ASSIGNMENT =>
Going through the entries below, copy out each line that contains "Masjid".

::::

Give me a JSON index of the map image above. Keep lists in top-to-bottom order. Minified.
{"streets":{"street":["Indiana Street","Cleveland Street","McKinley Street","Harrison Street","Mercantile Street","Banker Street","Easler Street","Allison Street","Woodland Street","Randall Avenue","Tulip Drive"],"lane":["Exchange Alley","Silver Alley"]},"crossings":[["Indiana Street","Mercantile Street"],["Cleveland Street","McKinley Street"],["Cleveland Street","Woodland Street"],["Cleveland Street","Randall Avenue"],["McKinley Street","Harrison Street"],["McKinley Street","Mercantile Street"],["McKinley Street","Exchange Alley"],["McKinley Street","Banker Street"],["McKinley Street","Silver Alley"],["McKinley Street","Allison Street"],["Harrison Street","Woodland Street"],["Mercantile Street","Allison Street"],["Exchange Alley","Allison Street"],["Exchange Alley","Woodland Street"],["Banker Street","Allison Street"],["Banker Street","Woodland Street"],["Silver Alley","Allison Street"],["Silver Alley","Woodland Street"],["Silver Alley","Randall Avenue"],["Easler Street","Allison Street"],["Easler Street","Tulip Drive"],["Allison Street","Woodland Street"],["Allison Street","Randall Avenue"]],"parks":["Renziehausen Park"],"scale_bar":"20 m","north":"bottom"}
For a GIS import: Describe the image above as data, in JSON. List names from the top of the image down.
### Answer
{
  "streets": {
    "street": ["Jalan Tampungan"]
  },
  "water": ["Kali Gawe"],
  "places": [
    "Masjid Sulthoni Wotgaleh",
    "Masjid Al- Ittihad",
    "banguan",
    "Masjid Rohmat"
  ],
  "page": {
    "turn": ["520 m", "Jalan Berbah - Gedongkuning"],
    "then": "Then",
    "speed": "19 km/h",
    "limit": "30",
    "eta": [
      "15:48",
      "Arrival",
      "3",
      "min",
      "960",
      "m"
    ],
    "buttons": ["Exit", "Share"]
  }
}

::::

RESPONSE BOX =>
    "Masjid Sulthoni Wotgaleh",
    "Masjid Al- Ittihad",
    "Masjid Rohmat"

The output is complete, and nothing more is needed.